### TASK
Leave out all lines before the one containing "Read the map", and copy that line and all the rest below it exactly.
◇ ◇ ◇ ◇
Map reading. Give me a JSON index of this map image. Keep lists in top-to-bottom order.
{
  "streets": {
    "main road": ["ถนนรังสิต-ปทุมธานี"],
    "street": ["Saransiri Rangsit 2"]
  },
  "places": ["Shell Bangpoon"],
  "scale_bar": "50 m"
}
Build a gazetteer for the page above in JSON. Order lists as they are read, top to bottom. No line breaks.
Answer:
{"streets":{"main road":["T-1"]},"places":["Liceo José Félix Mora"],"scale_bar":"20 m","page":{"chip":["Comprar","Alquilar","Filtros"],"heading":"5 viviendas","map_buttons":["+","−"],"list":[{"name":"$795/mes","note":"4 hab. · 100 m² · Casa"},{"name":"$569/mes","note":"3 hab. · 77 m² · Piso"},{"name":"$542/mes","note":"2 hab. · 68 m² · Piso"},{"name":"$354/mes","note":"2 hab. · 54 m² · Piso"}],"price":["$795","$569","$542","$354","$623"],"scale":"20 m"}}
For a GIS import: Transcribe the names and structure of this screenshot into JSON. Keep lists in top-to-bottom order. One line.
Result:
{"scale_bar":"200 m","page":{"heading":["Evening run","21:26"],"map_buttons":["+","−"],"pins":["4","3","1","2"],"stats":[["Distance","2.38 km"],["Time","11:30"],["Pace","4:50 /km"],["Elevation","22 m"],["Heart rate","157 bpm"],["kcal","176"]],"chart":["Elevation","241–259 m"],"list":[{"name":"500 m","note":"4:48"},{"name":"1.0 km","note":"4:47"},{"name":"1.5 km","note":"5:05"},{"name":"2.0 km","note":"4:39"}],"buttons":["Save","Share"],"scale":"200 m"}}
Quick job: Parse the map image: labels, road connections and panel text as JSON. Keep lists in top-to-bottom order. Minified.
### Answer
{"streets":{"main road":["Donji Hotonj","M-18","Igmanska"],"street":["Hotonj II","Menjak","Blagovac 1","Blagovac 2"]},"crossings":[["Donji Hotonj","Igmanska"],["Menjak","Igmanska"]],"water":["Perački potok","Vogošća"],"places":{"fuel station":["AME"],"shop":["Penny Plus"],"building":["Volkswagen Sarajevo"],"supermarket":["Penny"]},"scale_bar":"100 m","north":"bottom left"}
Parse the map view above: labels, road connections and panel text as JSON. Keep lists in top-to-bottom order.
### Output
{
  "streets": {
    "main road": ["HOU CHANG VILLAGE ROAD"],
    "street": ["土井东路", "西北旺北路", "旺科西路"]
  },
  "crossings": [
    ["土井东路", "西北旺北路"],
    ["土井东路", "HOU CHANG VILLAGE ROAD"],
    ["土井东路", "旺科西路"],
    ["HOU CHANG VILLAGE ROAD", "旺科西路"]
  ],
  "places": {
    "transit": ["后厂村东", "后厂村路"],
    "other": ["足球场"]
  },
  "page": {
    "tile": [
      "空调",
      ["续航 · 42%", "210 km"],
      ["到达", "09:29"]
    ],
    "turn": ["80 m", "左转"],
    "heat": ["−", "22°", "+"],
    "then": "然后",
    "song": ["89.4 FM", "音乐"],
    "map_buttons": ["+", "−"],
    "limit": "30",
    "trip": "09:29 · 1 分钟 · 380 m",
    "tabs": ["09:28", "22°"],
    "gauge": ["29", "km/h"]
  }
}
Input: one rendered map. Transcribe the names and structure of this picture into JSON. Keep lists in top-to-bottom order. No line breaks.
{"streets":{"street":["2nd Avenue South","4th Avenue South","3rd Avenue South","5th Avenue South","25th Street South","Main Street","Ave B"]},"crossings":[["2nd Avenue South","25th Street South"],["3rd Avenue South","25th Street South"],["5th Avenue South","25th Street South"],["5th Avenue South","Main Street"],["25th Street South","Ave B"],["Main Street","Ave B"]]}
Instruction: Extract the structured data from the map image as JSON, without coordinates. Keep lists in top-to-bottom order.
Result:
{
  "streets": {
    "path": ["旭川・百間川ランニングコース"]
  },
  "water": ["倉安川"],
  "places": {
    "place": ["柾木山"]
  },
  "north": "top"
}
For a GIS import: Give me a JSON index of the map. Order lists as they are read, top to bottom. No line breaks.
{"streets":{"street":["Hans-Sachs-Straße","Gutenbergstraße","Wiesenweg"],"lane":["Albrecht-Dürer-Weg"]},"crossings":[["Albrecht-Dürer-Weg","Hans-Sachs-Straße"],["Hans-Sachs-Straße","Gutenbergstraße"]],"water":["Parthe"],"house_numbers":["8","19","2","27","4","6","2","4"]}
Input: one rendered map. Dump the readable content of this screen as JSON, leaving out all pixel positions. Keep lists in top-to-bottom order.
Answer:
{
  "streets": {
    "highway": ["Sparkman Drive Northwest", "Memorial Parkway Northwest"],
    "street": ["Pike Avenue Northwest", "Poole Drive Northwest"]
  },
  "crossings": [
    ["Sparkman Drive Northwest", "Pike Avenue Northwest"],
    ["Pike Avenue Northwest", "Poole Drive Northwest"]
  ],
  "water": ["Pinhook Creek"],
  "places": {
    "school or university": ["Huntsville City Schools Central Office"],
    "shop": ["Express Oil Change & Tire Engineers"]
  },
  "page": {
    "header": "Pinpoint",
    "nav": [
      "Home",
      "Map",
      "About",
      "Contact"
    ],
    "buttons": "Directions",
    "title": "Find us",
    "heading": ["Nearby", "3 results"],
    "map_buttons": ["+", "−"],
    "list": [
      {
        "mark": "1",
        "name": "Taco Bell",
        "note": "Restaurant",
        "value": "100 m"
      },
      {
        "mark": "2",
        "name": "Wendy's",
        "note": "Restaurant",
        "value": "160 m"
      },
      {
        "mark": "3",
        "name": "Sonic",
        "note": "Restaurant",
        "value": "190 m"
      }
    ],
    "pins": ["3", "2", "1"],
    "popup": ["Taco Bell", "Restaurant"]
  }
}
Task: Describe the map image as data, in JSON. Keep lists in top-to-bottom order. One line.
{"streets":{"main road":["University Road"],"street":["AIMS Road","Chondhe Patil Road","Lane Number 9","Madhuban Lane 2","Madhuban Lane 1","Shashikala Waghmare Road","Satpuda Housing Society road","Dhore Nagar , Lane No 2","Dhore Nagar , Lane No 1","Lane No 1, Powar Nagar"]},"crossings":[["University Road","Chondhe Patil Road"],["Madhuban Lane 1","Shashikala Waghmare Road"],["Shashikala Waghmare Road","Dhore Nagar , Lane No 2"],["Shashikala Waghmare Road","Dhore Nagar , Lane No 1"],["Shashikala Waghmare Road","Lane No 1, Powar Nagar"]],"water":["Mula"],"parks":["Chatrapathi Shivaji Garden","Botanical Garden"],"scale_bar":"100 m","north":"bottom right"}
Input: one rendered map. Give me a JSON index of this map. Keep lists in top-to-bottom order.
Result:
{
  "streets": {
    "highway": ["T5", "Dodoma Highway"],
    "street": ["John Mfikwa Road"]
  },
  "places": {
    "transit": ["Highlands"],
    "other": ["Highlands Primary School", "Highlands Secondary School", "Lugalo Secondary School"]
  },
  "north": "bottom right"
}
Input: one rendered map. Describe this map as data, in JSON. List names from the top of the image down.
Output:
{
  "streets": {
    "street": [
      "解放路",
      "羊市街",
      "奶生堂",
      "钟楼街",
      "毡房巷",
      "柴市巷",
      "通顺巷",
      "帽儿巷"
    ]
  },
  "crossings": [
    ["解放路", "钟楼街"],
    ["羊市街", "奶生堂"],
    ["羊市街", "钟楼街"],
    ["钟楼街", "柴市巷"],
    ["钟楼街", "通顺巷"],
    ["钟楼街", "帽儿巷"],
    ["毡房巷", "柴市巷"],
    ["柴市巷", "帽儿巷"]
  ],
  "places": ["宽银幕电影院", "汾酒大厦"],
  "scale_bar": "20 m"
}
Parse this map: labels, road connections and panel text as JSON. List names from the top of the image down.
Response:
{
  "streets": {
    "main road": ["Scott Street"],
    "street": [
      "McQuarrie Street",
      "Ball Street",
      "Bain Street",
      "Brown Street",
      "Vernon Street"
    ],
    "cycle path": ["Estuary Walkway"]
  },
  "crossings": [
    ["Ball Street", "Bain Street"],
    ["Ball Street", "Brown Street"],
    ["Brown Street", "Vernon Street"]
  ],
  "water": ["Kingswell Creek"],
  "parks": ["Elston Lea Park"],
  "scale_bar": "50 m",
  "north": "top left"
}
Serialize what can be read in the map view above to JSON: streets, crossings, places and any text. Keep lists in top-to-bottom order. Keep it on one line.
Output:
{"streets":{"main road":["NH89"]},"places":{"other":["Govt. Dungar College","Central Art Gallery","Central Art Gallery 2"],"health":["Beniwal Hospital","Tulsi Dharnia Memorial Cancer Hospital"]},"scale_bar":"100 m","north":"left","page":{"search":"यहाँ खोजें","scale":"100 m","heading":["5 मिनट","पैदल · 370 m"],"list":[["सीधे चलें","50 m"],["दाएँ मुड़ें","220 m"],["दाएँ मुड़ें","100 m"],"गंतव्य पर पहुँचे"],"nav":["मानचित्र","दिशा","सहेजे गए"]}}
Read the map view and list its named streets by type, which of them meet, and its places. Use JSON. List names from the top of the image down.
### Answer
◇ ◇ ◇ ◇
### TASK ANSWER
Read the map view and list its named streets by type, which of them meet, and its places. Use JSON. List names from the top of the image down.
### Answer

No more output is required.